┌──

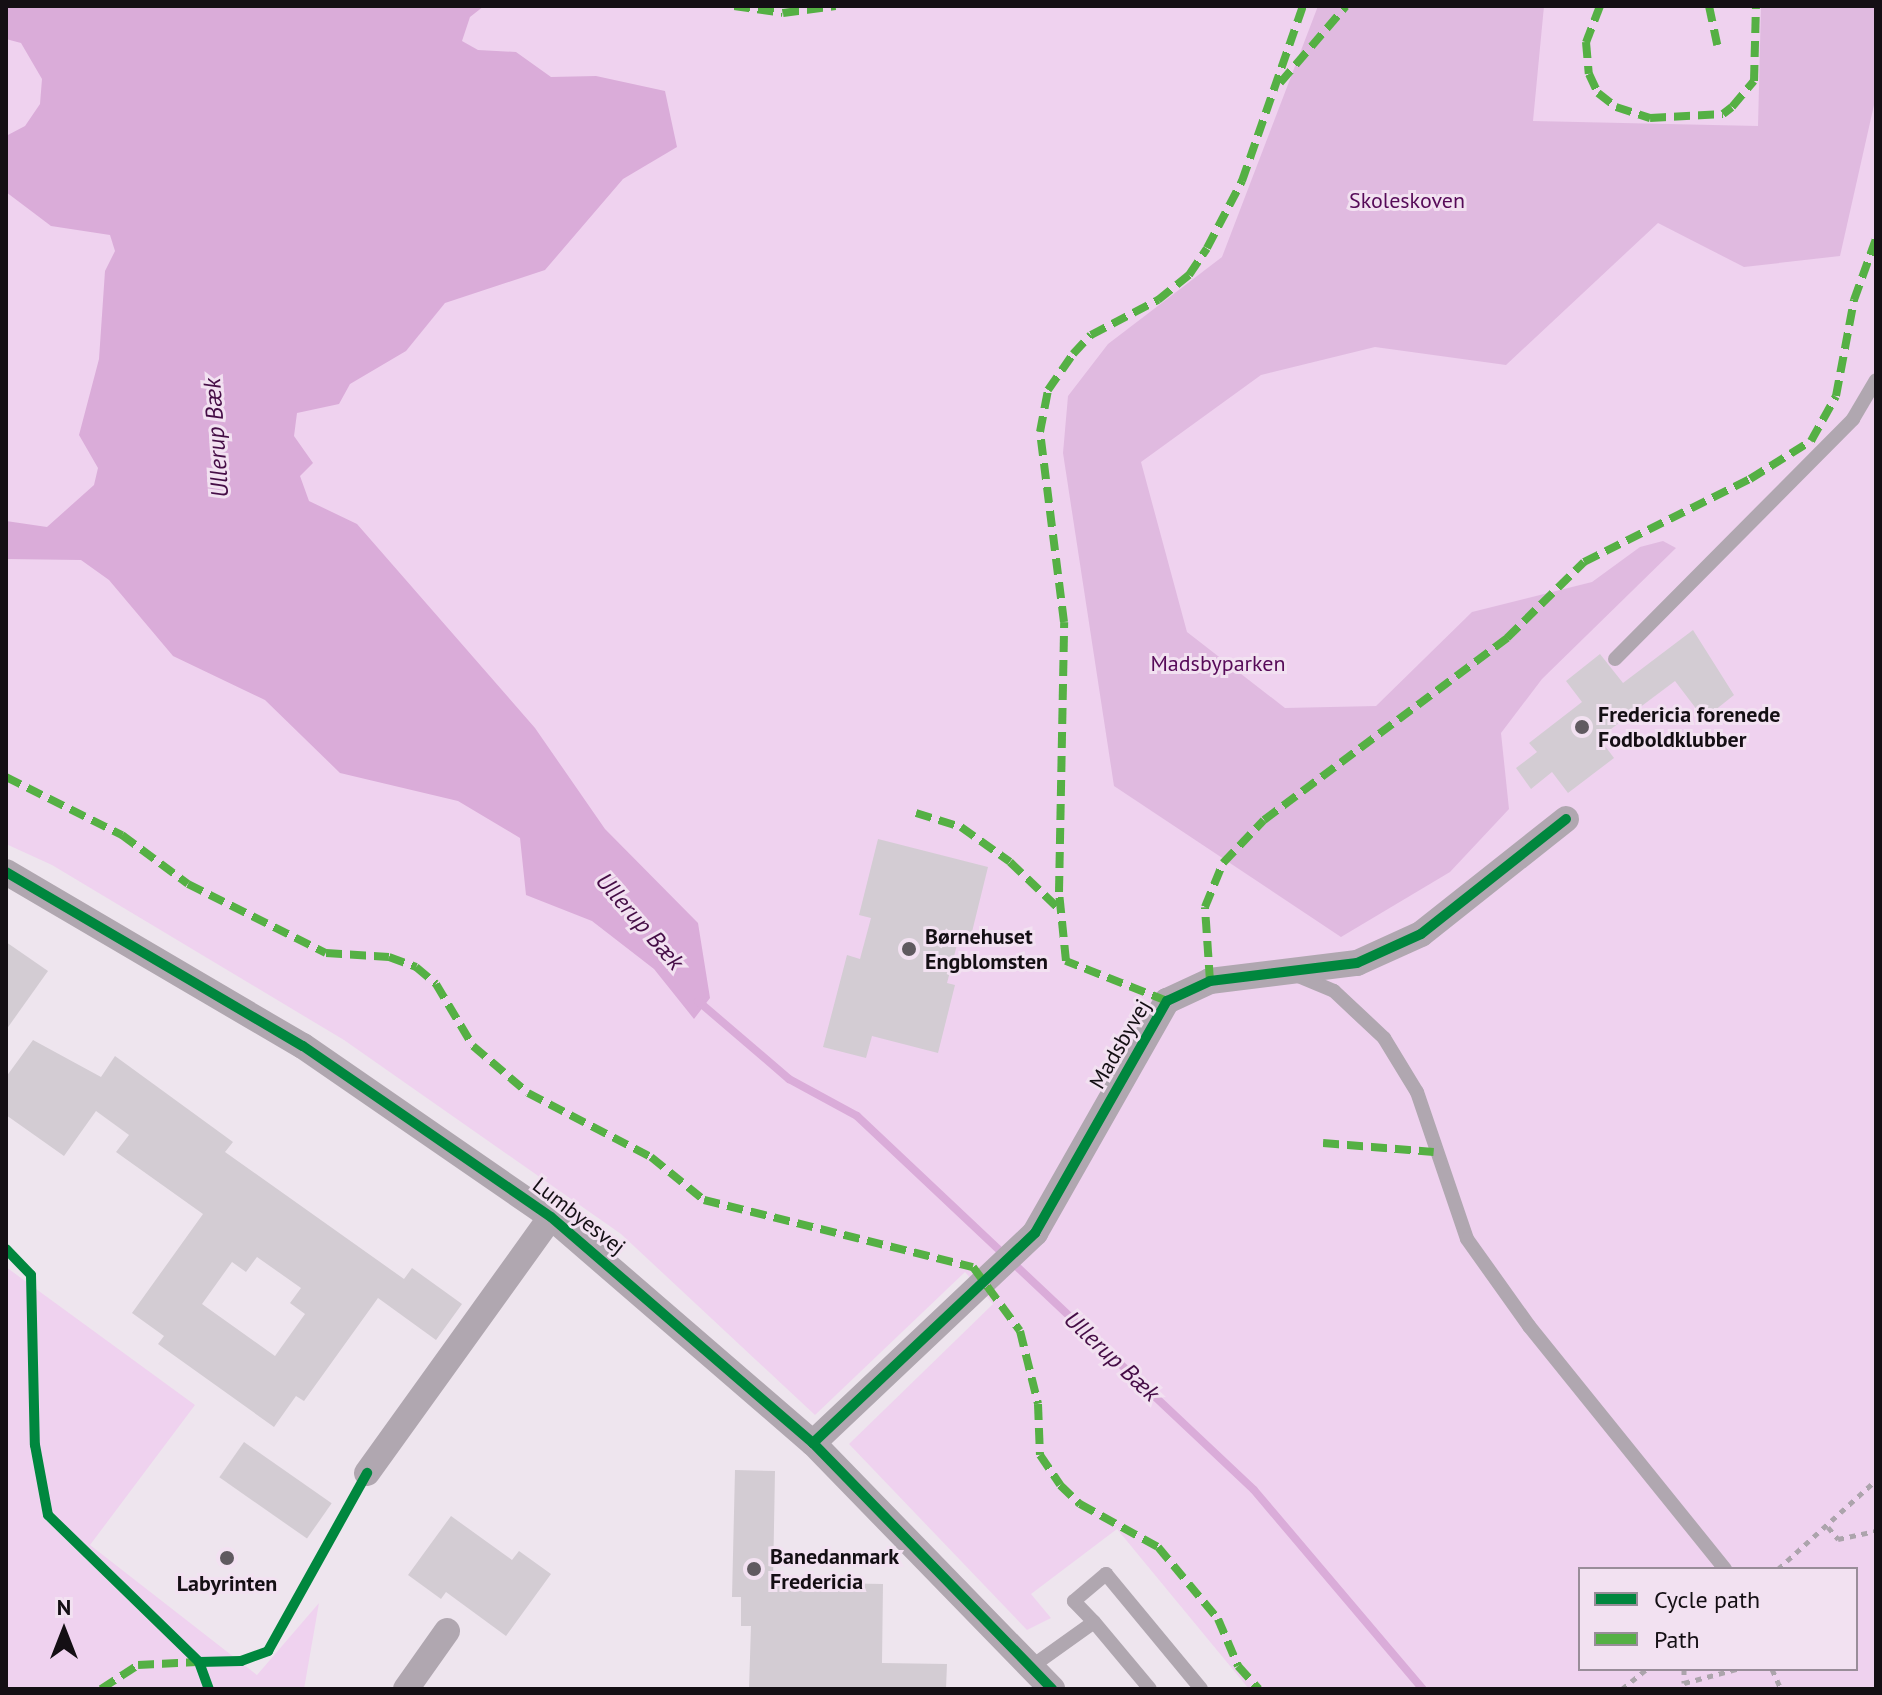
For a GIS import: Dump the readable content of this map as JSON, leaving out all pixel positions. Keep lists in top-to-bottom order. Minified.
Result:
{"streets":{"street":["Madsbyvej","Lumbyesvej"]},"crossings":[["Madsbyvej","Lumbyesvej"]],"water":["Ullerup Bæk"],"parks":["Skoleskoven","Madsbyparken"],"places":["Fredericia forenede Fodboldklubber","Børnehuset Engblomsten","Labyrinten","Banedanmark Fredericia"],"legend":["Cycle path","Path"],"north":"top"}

└──

▶ **WORK INSTRUCTION**: Nothing but the text of the listing should be set down, exactly, with the pictures left behind.

▶ **ANSWER SECTION**:
For a GIS import: Dump the readable content of this map as JSON, leaving out all pixel positions. Keep lists in top-to-bottom order. Minified.
Result:
{"streets":{"street":["Madsbyvej","Lumbyesvej"]},"crossings":[["Madsbyvej","Lumbyesvej"]],"water":["Ullerup Bæk"],"parks":["Skoleskoven","Madsbyparken"],"places":["Fredericia forenede Fodboldklubber","Børnehuset Engblomsten","Labyrinten","Banedanmark Fredericia"],"legend":["Cycle path","Path"],"north":"top"}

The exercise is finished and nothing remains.